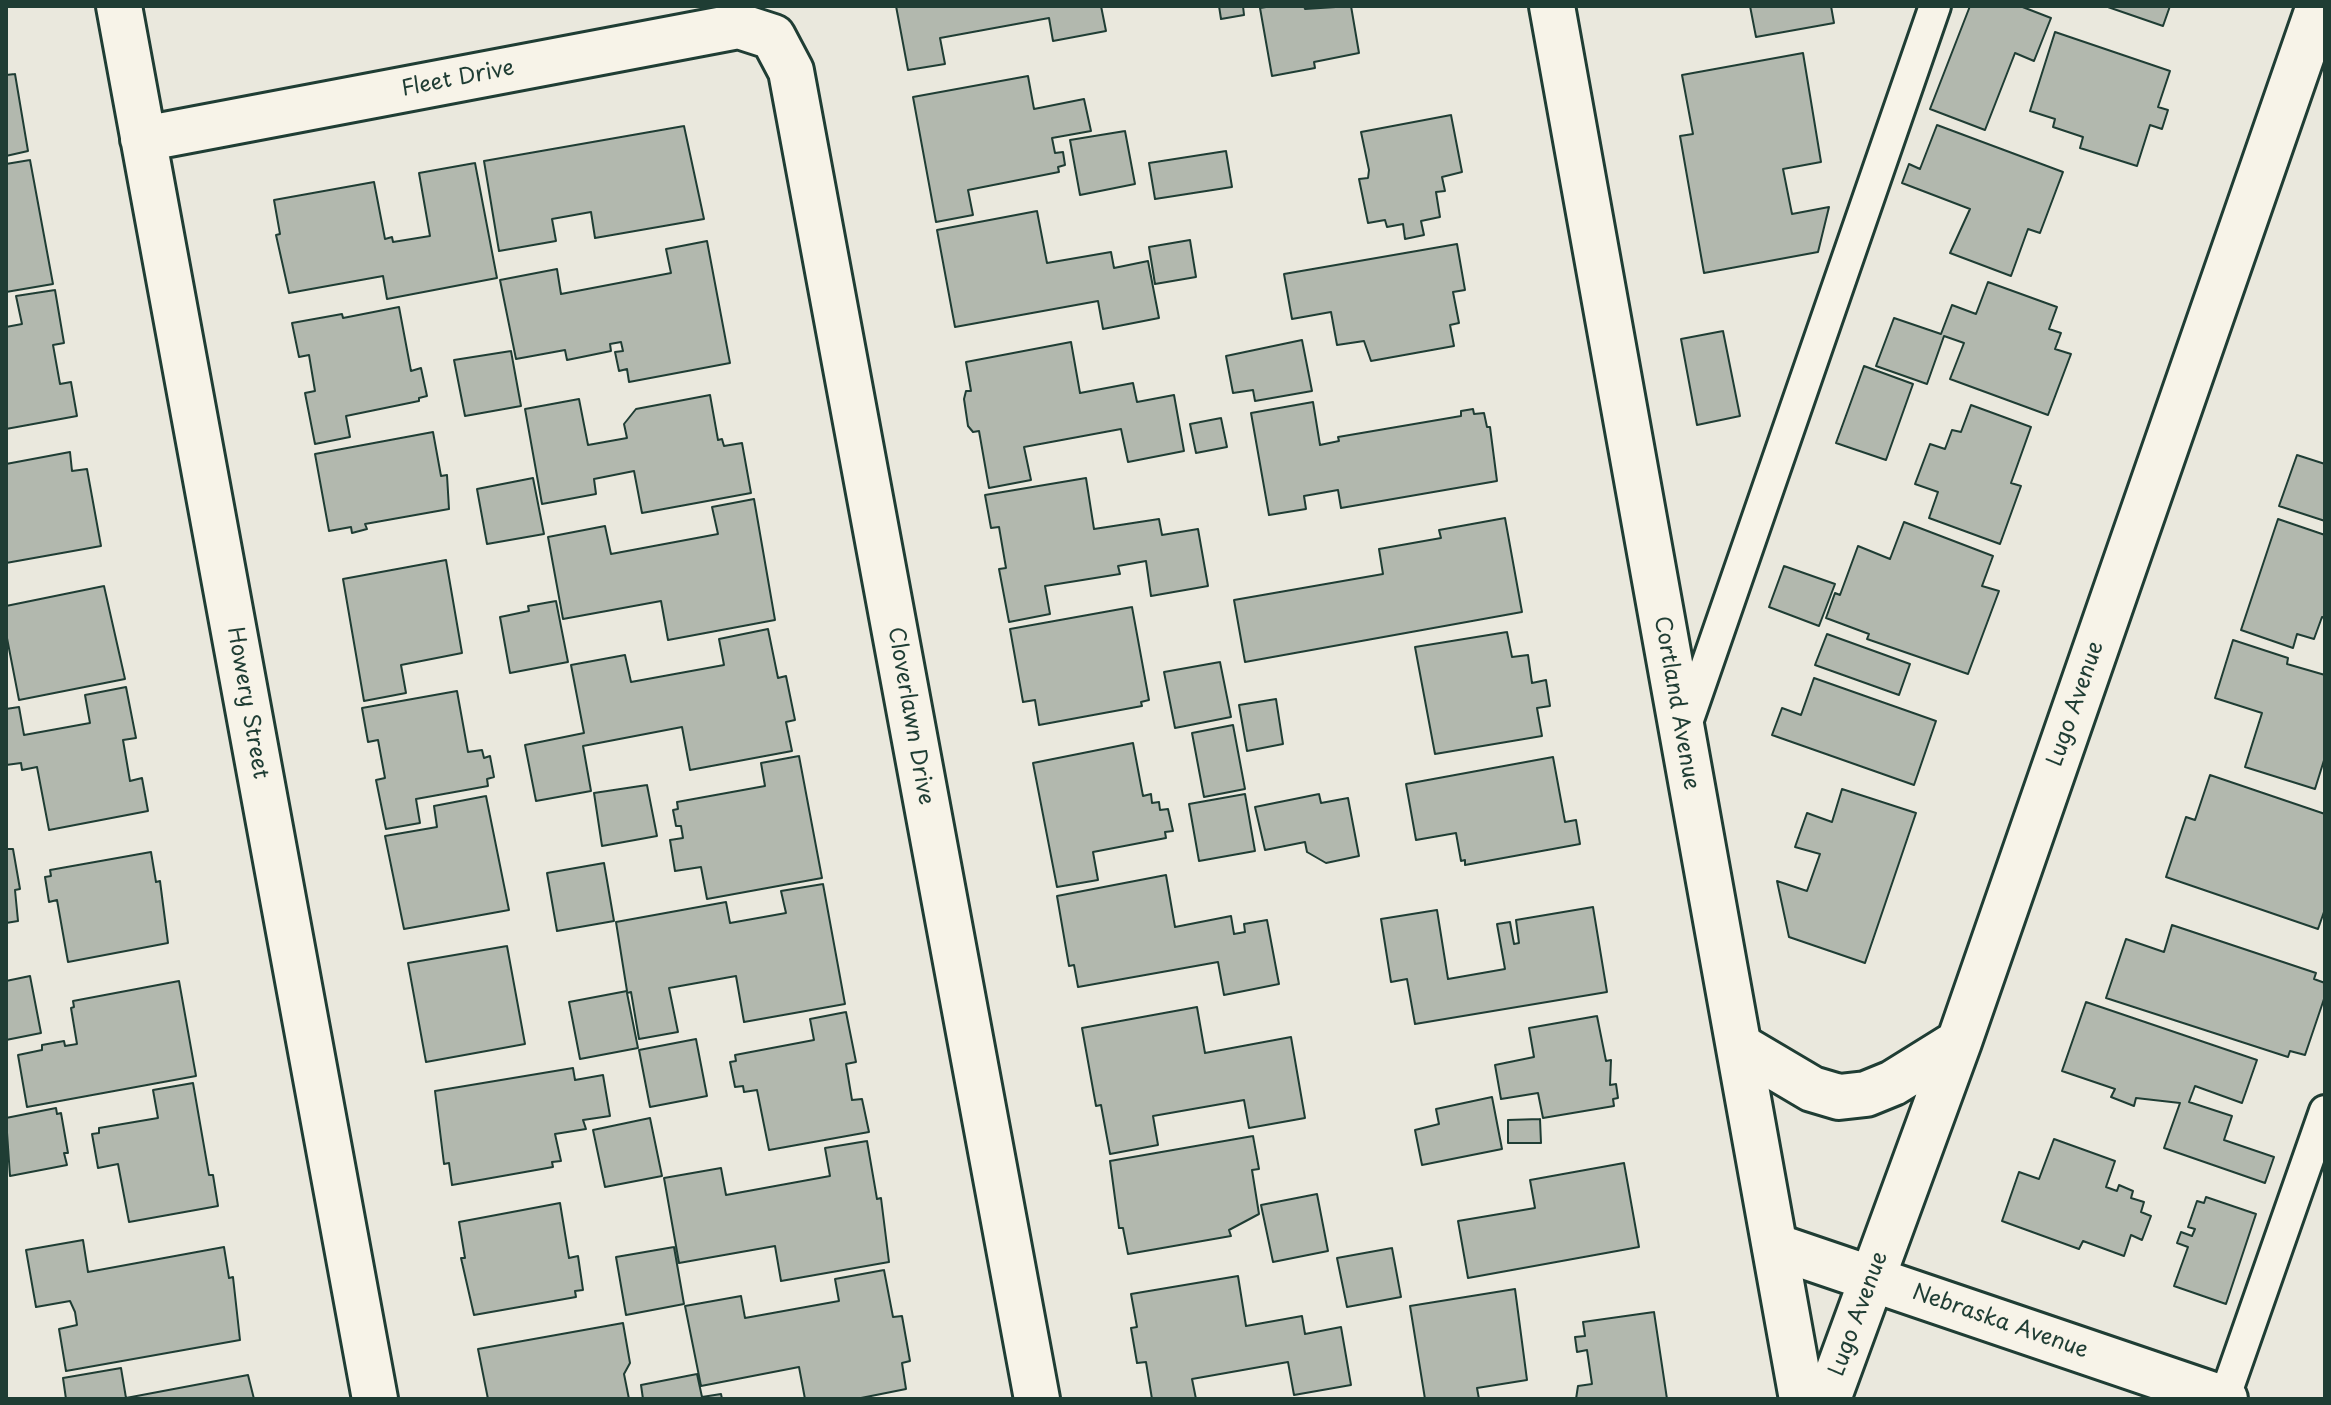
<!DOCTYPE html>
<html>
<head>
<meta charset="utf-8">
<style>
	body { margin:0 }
	#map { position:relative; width:2331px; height:1405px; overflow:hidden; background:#eae8dd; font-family:"Playpen Sans",sans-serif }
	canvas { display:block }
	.frame { position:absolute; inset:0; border:8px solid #1f3d34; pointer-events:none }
</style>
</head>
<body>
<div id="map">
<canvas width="2331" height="1405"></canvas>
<div class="frame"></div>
</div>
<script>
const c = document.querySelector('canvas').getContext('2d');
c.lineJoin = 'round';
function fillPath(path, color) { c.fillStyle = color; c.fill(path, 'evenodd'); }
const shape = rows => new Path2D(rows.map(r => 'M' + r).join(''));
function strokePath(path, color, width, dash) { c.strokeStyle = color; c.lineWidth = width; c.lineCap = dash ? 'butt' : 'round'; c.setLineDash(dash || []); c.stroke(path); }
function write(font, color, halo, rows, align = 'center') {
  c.font = font + ' "Playpen Sans",sans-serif'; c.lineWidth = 7; c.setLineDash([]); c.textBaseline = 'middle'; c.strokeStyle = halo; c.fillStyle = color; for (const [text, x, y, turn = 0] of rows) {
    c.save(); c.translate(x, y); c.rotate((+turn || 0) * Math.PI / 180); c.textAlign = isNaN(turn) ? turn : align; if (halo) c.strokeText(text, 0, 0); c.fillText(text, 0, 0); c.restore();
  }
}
const building = shape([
	[896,6,1101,6,1106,31,1053,41,1049,18,940,38,945,64,908,70,896,6],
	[1219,6,1243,6,1244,15,1221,19,1219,6],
	[1272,6,1304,6,1305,9,1351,6,1359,53,1314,62,1315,68,1272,76,1260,8,1272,6],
	[1750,6,1831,6,1834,23,1756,37,1750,6],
	[1970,6,2020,6,2051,18,2034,61,2015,53,1985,130,1930,109,1970,6],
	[2105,6,2170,6,2163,26,2105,6],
	[2055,32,2170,71,2158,107,2168,110,2162,129,2150,125,2137,166,2080,148,2083,137,2053,127,2055,119,2030,111,2055,32],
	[1803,53,1821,162,1783,169,1792,214,1829,207,1818,252,1704,273,1680,136,1693,134,1682,75,1803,53],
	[15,74,28,151,6,156,6,75,15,74],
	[1028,76,1034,109,1084,99,1091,131,1052,138,1055,153,1063,152,1065,165,1058,167,1059,172,968,190,973,215,936,222,913,97,1028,76],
	[1451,115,1462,172,1442,177,1445,191,1436,192,1440,217,1421,221,1424,235,1405,239,1403,224,1387,227,1385,220,1368,223,1359,179,1368,178,1369,170,1361,132,1451,115],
	[1937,125,2063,172,2040,233,2028,229,2011,276,1950,253,1970,209,1902,183,1909,164,1920,169,1937,125],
	[684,126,704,219,595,238,591,212,552,219,556,241,499,251,484,161,684,126],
	[1125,131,1135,184,1080,195,1070,140,1125,131],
	[1226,151,1232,187,1155,199,1149,163,1226,151],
	[30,160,53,284,6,292,6,164,30,160],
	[475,163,497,278,387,299,383,276,289,293,276,235,280,234,274,200,374,182,385,239,392,237,393,242,430,236,419,173,475,163],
	[1037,211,1047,263,1111,252,1114,268,1148,261,1159,318,1103,329,1098,301,955,327,937,230,1037,211],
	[1190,240,1196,277,1155,284,1149,247,1190,240],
	[707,241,730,363,629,382,627,369,619,371,615,352,623,351,621,342,610,344,611,351,567,360,565,350,516,359,500,280,557,269,561,294,671,273,666,249,707,241],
	[1457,244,1465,290,1453,292,1459,323,1450,325,1454,346,1371,361,1364,341,1337,345,1331,312,1292,319,1284,274,1457,244],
	[1988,282,2057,307,2049,329,2061,333,2055,349,2071,354,2048,415,1950,379,1964,343,1944,336,1927,384,1876,366,1894,318,1941,334,1952,305,1976,314,1988,282],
	[55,290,64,343,53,345,60,384,71,382,77,416,6,429,6,327,22,324,16,296,55,290],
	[399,307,411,371,421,368,427,396,419,398,419,401,346,416,350,437,315,444,305,393,315,391,309,355,299,357,292,323,342,314,343,318,399,307],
	[1723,331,1740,416,1697,425,1681,339,1723,331],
	[1302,340,1312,391,1255,401,1253,390,1233,393,1226,356,1302,340],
	[1071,342,1080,393,1133,383,1137,402,1174,395,1184,451,1128,462,1121,429,1024,447,1031,480,989,488,979,431,973,432,968,426,964,399,966,391,971,391,966,362,1071,342],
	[511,351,521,406,465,416,454,360,511,351],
	[1864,366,1913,384,1886,460,1836,443,1864,366],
	[710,395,718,440,722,439,724,446,742,443,751,493,642,513,634,471,594,479,596,494,542,504,525,409,579,399,588,445,627,438,624,424,636,409,710,395],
	[1313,402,1320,445,1339,441,1338,437,1461,416,1461,411,1473,409,1474,414,1484,413,1487,427,1490,427,1497,481,1341,508,1338,490,1304,496,1306,509,1269,515,1251,413,1313,402],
	[1971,405,2031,427,2011,483,2021,486,2000,544,1929,518,1938,492,1915,484,1930,444,1945,449,1952,430,1961,432,1971,405],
	[1221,418,1227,447,1196,453,1190,424,1221,418],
	[433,432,441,476,447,475,449,509,365,524,367,529,352,533,351,527,329,531,315,454,433,432],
	[70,452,72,471,87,469,101,546,6,563,6,464,70,452],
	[2297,455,2325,464,2325,521,2279,506,2297,455],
	[533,478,544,534,487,544,477,489,533,478],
	[1086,478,1094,529,1159,519,1162,535,1198,529,1208,586,1151,596,1146,561,1118,566,1120,574,1045,586,1050,614,1009,622,999,569,1006,568,999,527,991,528,985,495,1086,478],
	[754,499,775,620,668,640,661,601,563,619,548,537,605,526,611,554,718,534,712,507,754,499],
	[1505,518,1522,612,1245,662,1234,600,1383,574,1379,549,1441,538,1439,530,1505,518],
	[2278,519,2325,535,2325,618,2322,617,2314,639,2297,634,2293,648,2241,630,2278,519],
	[1904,522,1993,556,1982,586,1999,591,1968,674,1867,639,1869,634,1826,618,1835,593,1840,595,1858,546,1890,559,1904,522],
	[446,560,462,653,401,665,406,693,364,701,343,579,446,560],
	[1784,566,1835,584,1819,626,1769,607,1784,566],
	[104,586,125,679,19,700,6,633,6,606,104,586],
	[556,601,568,662,510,673,500,617,529,611,528,606,556,601],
	[1132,607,1149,700,1141,702,1142,706,1039,725,1035,700,1023,702,1010,629,1132,607],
	[768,629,778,678,786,676,795,720,786,722,792,751,690,770,682,727,583,746,591,791,536,801,525,745,584,733,571,665,625,655,631,682,724,665,719,639,768,629],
	[1507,632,1512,657,1528,655,1532,683,1546,680,1550,706,1537,708,1542,736,1435,754,1415,647,1507,632],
	[1827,634,1910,664,1899,695,1815,665,1827,634],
	[2233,640,2288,658,2287,664,2325,675,2325,757,2315,789,2245,767,2262,713,2215,698,2233,640],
	[1220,662,1231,717,1175,728,1164,672,1220,662],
	[1814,678,1936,721,1914,785,1772,735,1782,708,1801,715,1814,678],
	[126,687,136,738,123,740,130,781,142,778,148,811,49,830,37,767,22,770,21,763,6,765,6,709,19,707,24,735,90,723,85,695,126,687],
	[457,691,468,752,482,750,484,758,490,756,494,777,487,779,488,786,416,799,420,823,386,829,376,780,385,778,378,740,368,742,362,708,457,691],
	[1276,699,1283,744,1247,751,1239,705,1276,699],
	[1233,725,1245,789,1204,797,1192,733,1233,725],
	[1133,743,1143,796,1151,794,1152,803,1159,802,1160,810,1168,809,1173,831,1165,832,1166,838,1093,852,1098,880,1057,887,1033,763,1133,743],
	[799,756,822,878,707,899,701,867,675,871,670,840,683,838,681,826,676,826,673,810,678,809,677,802,765,786,761,763,799,756],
	[1553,757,1565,822,1576,820,1580,844,1465,865,1465,860,1461,861,1456,833,1416,840,1406,784,1553,757],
	[2210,775,2325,814,2325,909,2318,929,2166,877,2186,817,2195,820,2210,775],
	[647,785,657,836,602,846,594,793,647,785],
	[1842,789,1916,813,1865,963,1789,937,1777,881,1807,891,1820,854,1795,847,1807,813,1832,822,1842,789],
	[1245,794,1255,851,1199,861,1189,804,1245,794],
	[1319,794,1321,803,1348,798,1359,856,1326,863,1307,852,1305,842,1265,850,1255,807,1319,794],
	[486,796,509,910,404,929,385,836,437,827,434,806,486,796],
	[6,849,13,849,20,889,15,890,18,921,6,923,6,849],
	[151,852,156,882,160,881,168,943,68,962,57,900,49,902,45,877,51,876,50,870,151,852],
	[604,863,614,921,557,931,547,873,604,863],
	[1166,875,1175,927,1231,916,1234,934,1245,932,1244,924,1267,920,1279,984,1224,995,1218,962,1078,987,1074,965,1069,966,1057,896,1166,875],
	[823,884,845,1004,744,1022,736,976,669,988,678,1032,639,1039,631,992,627,993,638,1048,580,1059,569,1002,627,991,616,922,726,902,730,923,786,913,781,891,823,884],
	[1593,907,1607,992,1415,1024,1407,979,1391,982,1381,919,1437,910,1448,979,1505,969,1497,924,1510,922,1514,944,1519,943,1516,920,1593,907],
	[2172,925,2316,973,2314,979,2325,983,2325,996,2305,1055,2290,1051,2288,1057,2106,998,2126,939,2164,952,2172,925],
	[507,946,525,1044,426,1062,408,963,507,946],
	[30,976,41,1033,6,1040,6,981,30,976],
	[179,981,196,1076,27,1107,18,1055,42,1050,42,1045,64,1041,65,1046,77,1044,71,1008,74,1007,73,1001,179,981],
	[2086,1002,2257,1060,2242,1103,2195,1086,2189,1102,2232,1116,2224,1140,2274,1157,2265,1183,2164,1148,2180,1103,2136,1098,2134,1106,2111,1097,2115,1089,2062,1071,2086,1002],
	[1197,1007,1205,1053,1291,1037,1305,1118,1249,1128,1244,1100,1153,1116,1158,1145,1110,1154,1101,1105,1096,1106,1082,1028,1197,1007],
	[846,1012,856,1062,846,1064,852,1100,862,1099,869,1132,769,1150,757,1090,744,1092,743,1086,735,1087,730,1062,736,1061,735,1055,814,1040,810,1019,846,1012],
	[1597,1016,1606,1061,1611,1060,1610,1085,1616,1084,1618,1098,1613,1099,1614,1106,1543,1118,1538,1093,1501,1099,1495,1065,1534,1057,1529,1028,1597,1016],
	[696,1039,707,1096,650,1107,639,1050,696,1039],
	[573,1068,575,1080,603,1075,610,1116,583,1120,586,1129,555,1134,561,1161,552,1162,553,1167,452,1185,449,1163,444,1164,435,1091,573,1068],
	[193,1083,209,1175,213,1175,218,1206,129,1222,118,1164,98,1168,92,1134,99,1133,99,1128,158,1118,153,1090,193,1083],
	[1492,1097,1502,1149,1422,1165,1415,1130,1439,1124,1436,1109,1492,1097],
	[56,1108,57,1114,61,1113,68,1153,64,1153,67,1165,10,1176,6,1118,56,1108],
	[650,1118,662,1176,605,1187,593,1130,650,1118],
	[1540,1119,1541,1143,1508,1143,1508,1120,1540,1119],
	[1253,1136,1259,1169,1252,1170,1259,1214,1229,1230,1231,1236,1128,1254,1123,1228,1119,1228,1110,1161,1253,1136],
	[2054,1139,2115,1161,2106,1187,2117,1191,2119,1185,2133,1191,2131,1198,2144,1202,2141,1212,2151,1216,2142,1240,2131,1235,2124,1256,2083,1241,2079,1249,2002,1221,2019,1172,2039,1179,2054,1139],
	[867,1141,877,1199,881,1198,889,1262,781,1281,775,1246,679,1263,664,1178,721,1168,726,1195,830,1176,825,1148,867,1141],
	[1624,1163,1639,1247,1468,1278,1458,1221,1535,1208,1530,1180,1624,1163],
	[1317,1194,1328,1251,1273,1262,1261,1205,1317,1194],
	[2206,1197,2256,1214,2226,1304,2174,1286,2188,1247,2177,1243,2181,1232,2192,1236,2195,1229,2188,1227,2197,1201,2204,1203,2206,1197],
	[560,1203,569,1258,578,1256,583,1290,575,1291,576,1297,474,1315,461,1258,465,1258,459,1222,560,1203],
	[83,1240,88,1272,224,1247,229,1278,233,1277,240,1340,66,1371,59,1329,77,1325,75,1312,70,1301,36,1307,26,1250,83,1240],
	[674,1247,684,1304,626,1315,616,1257,674,1247],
	[1392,1248,1401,1297,1347,1307,1337,1258,1392,1248],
	[884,1270,893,1317,902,1316,910,1361,902,1363,906,1389,856,1399,805,1399,799,1367,701,1386,685,1306,741,1296,745,1318,839,1301,835,1279,884,1270],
	[1238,1276,1246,1326,1302,1316,1305,1334,1341,1327,1351,1385,1294,1395,1288,1362,1192,1379,1196,1399,1152,1399,1146,1362,1137,1363,1131,1328,1137,1327,1131,1294,1238,1276],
	[1515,1289,1527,1380,1477,1388,1479,1399,1425,1399,1410,1306,1515,1289],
	[1654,1312,1667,1399,1576,1399,1578,1386,1592,1384,1587,1350,1577,1352,1575,1337,1585,1336,1583,1322,1654,1312],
	[623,1323,630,1363,624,1374,629,1399,488,1399,478,1349,623,1323],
	[121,1368,126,1398,248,1375,254,1399,66,1399,63,1378,121,1368],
	[697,1374,702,1397,721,1394,722,1399,643,1399,641,1385,697,1374]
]);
const service = shape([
	[1684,731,1935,6],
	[2224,1399,2325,1111]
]);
const minor = shape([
	[119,6,375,1399],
	[143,139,739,26,773,37,791,71,1037,1399],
	[1741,1047,1812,1089,1839,1097,1866,1094,1893,1083,1959,1042],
	[1775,1246,2225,1399],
	[1828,1399,1959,1042,2319,6]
]);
const tertiary = shape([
	[1552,6,1802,1399]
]);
const streetNames = [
	["Fleet Drive",458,79,-11],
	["Howery Street",247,703,80],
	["Cortland Avenue",1676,703,80],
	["Lugo Avenue",2076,704,-71],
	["Cloverlawn Drive",910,716,80],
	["Lugo Avenue",1859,1314,-70],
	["Nebraska Avenue",2000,1322,19]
];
fillPath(building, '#b2b8ae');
strokePath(building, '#1f3d34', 2);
strokePath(service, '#1f3d34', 36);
strokePath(minor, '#1f3d34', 50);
strokePath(tertiary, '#1f3d34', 50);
strokePath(service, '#f7f3e8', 30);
strokePath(minor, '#f7f3e8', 44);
strokePath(tertiary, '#f7f3e8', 44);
write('22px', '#1f3d34', '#f7f3e8', streetNames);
</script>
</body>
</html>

# [Exercise prompt]
Would you copy every line of the entries in which "halo" appears?

# [Response]
function write(font, color, halo, rows, align = 'center') {
  c.font = font + ' "Playpen Sans",sans-serif'; c.lineWidth = 7; c.setLineDash([]); c.textBaseline = 'middle'; c.strokeStyle = halo; c.fillStyle = color; for (const [text, x, y, turn = 0] of rows) {
    c.save(); c.translate(x, y); c.rotate((+turn || 0) * Math.PI / 180); c.textAlign = isNaN(turn) ? turn : align; if (halo) c.strokeText(text, 0, 0); c.fillText(text, 0, 0); c.restore();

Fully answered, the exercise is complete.